Pull out each line of the records holding the string "value".
☆ ☆ ☆
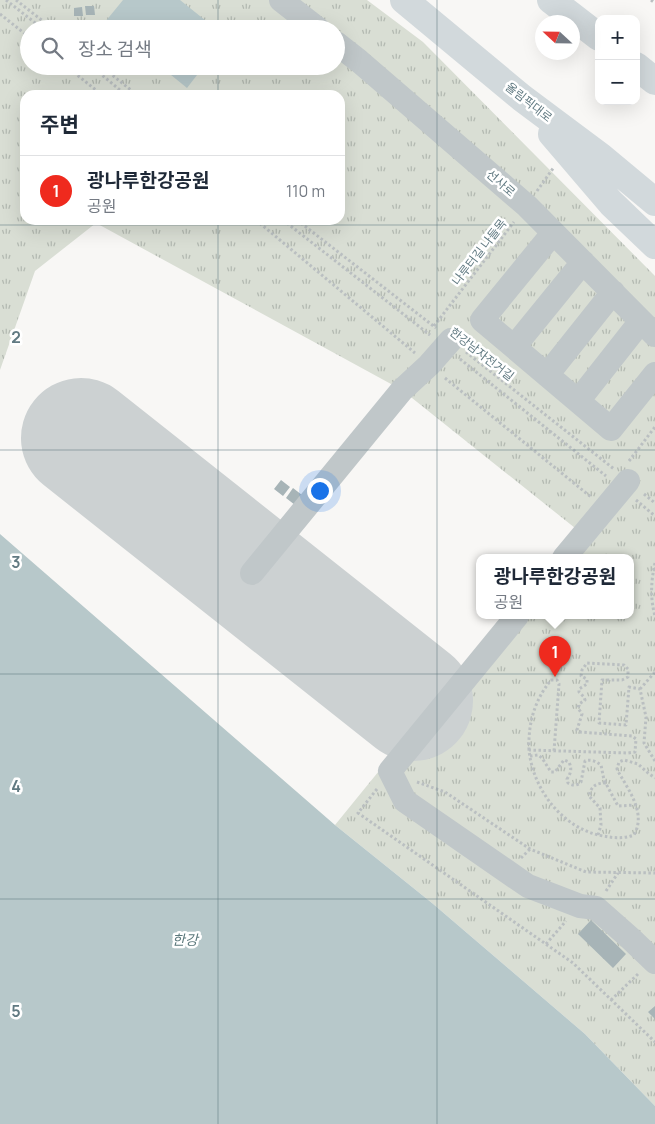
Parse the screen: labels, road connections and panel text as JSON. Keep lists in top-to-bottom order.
{
  "streets": {
    "highway": ["올림픽대로"],
    "street": ["선사로"],
    "path": ["나루터길 나들목", "한강남자전거길"]
  },
  "crossings": [
    ["선사로", "나루터길 나들목"],
    ["나루터길 나들목", "한강남자전거길"]
  ],
  "water": ["한강"],
  "north": "left",
  "page": {
    "map_buttons": ["+", "−"],
    "search": "장소 검색",
    "heading": "주변",
    "list": [
      {
        "mark": "1",
        "name": "광나루한강공원",
        "note": "공원",
        "value": "110 m"
      }
    ],
    "popup": ["광나루한강공원", "공원"],
    "pins": "1"
  },
  "grid": {
    "rows": [
      "2",
      "3",
      "4",
      "5"
    ]
  }
}
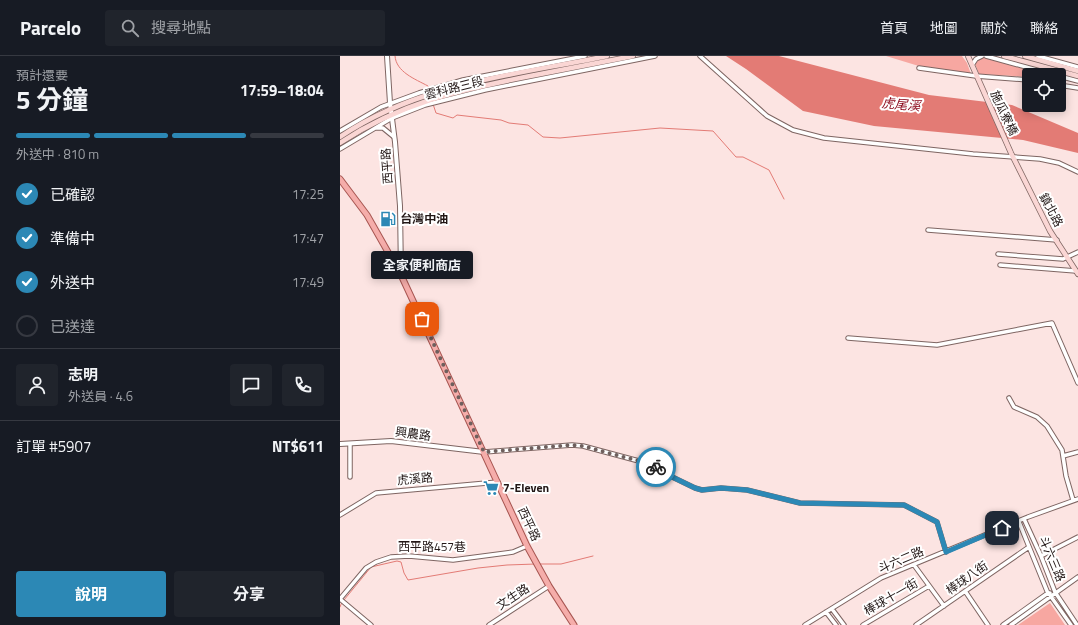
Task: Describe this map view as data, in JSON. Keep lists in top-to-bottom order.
{
  "streets": {
    "main road": [
      "雲科路三段",
      "施瓜寮橋",
      "西平路",
      "鎮北路"
    ],
    "street": [
      "興農路",
      "虎溪路",
      "西平路457巷",
      "斗六三路",
      "斗六二路",
      "棒球八街",
      "文生路",
      "棒球十一街"
    ]
  },
  "crossings": [
    ["雲科路三段", "西平路"],
    ["施瓜寮橋", "鎮北路"],
    ["西平路", "興農路"],
    ["西平路", "虎溪路"],
    ["西平路", "西平路457巷"],
    ["西平路", "文生路"],
    ["斗六三路", "斗六二路"],
    ["斗六三路", "棒球八街"]
  ],
  "water": ["虎尾溪"],
  "places": {
    "fuel station": ["台灣中油"],
    "other": ["全家便利商店"],
    "supermarket": ["7-Eleven"]
  },
  "page": {
    "header": "Parcelo",
    "search": "搜尋地點",
    "nav": [
      "首頁",
      "地圖",
      "關於",
      "聯絡"
    ],
    "heading": ["5 分鐘", "預計還要", "17:59–18:04"],
    "panel": [
      "志明",
      "外送員 · 4.6",
      "訂單 #5907",
      "NT$611"
    ],
    "bar": "外送中 · 810 m",
    "list": [
      ["已確認", "17:25"],
      ["準備中", "17:47"],
      ["外送中", "17:49"],
      "已送達"
    ],
    "bubble": "全家便利商店",
    "buttons": ["說明", "分享"]
  }
}
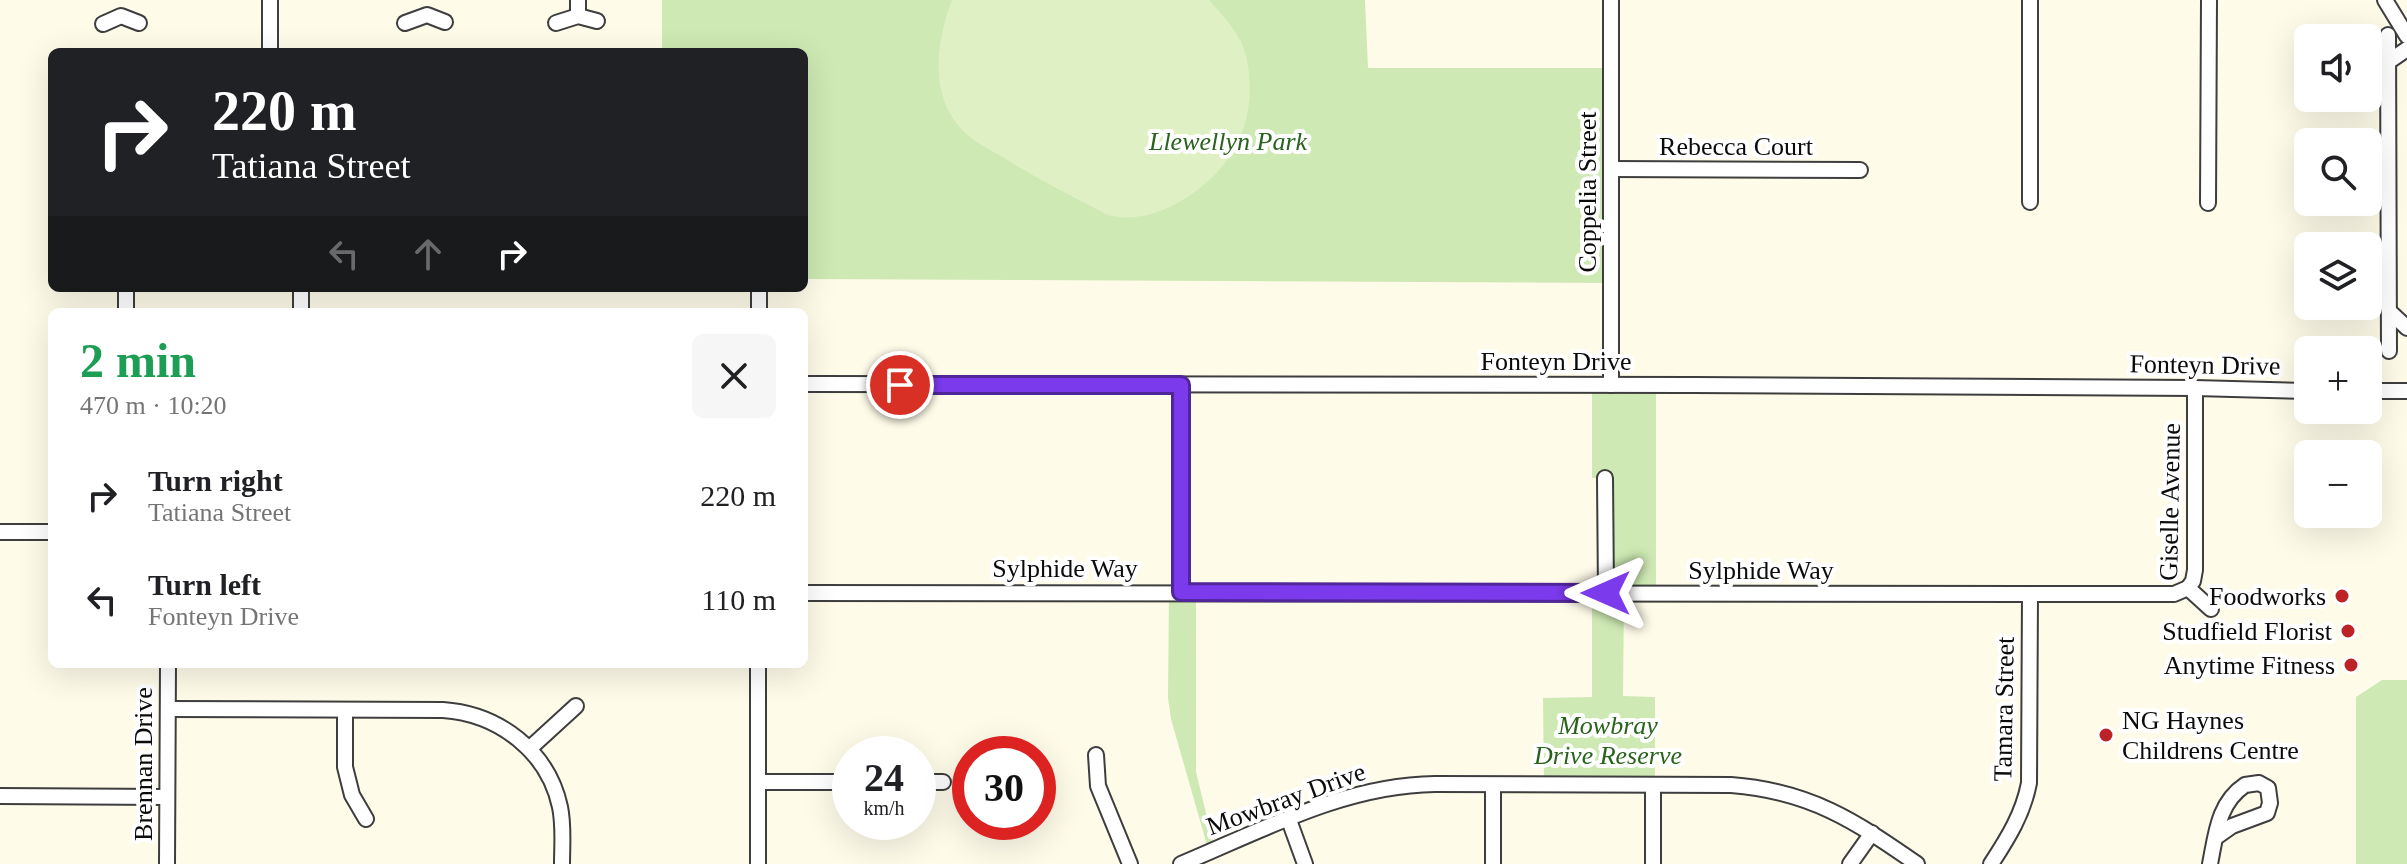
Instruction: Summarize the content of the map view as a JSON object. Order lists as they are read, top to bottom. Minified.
{"streets":{"street":["Rebecca Court","Coppelia Street","Fonteyn Drive","Giselle Avenue","Sylphide Way","Tamara Street","Brennan Drive","Mowbray Drive"]},"crossings":[["Rebecca Court","Coppelia Street"],["Coppelia Street","Fonteyn Drive"],["Fonteyn Drive","Giselle Avenue"],["Giselle Avenue","Sylphide Way"],["Sylphide Way","Tamara Street"]],"parks":["Llewellyn Park","Mowbray Drive Reserve"],"places":["Foodworks","Studfield Florist","Anytime Fitness","NG Haynes Childrens Centre"],"page":{"map_buttons":["+","−"],"turn":["220 m","Tatiana Street"],"heading":["2 min","470 m · 10:20"],"list":[{"name":"Turn right","note":"Tatiana Street","value":"220 m"},{"name":"Turn left","note":"Fonteyn Drive","value":"110 m"}],"speed":"24 km/h","limit":"30"}}
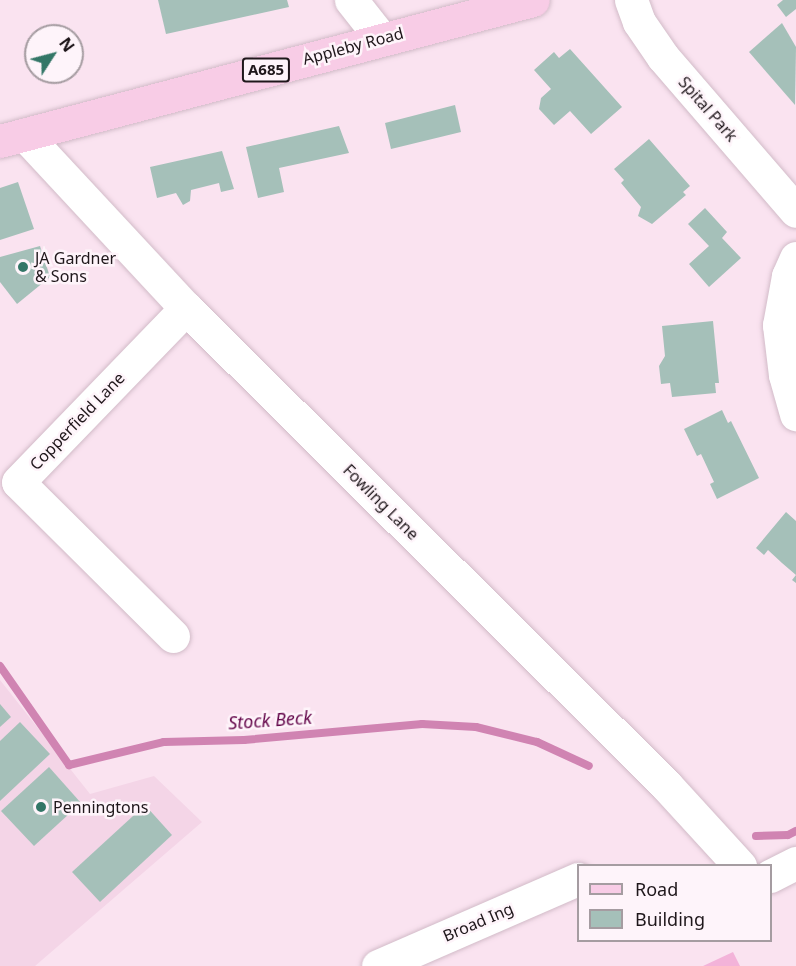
☆ ☆ ☆
**REPLY**
        "value": "110 m"
{"streets":{"street":["Rebecca Court","Coppelia Street","Fonteyn Drive","Giselle Avenue","Sylphide Way","Tamara Street","Brennan Drive","Mowbray Drive"]},"crossings":[["Rebecca Court","Coppelia Street"],["Coppelia Street","Fonteyn Drive"],["Fonteyn Drive","Giselle Avenue"],["Giselle Avenue","Sylphide Way"],["Sylphide Way","Tamara Street"]],"parks":["Llewellyn Park","Mowbray Drive Reserve"],"places":["Foodworks","Studfield Florist","Anytime Fitness","NG Haynes Childrens Centre"],"page":{"map_buttons":["+","−"],"turn":["220 m","Tatiana Street"],"heading":["2 min","470 m · 10:20"],"list":[{"name":"Turn right","note":"Tatiana Street","value":"220 m"},{"name":"Turn left","note":"Fonteyn Drive","value":"110 m"}],"speed":"24 km/h","limit":"30"}}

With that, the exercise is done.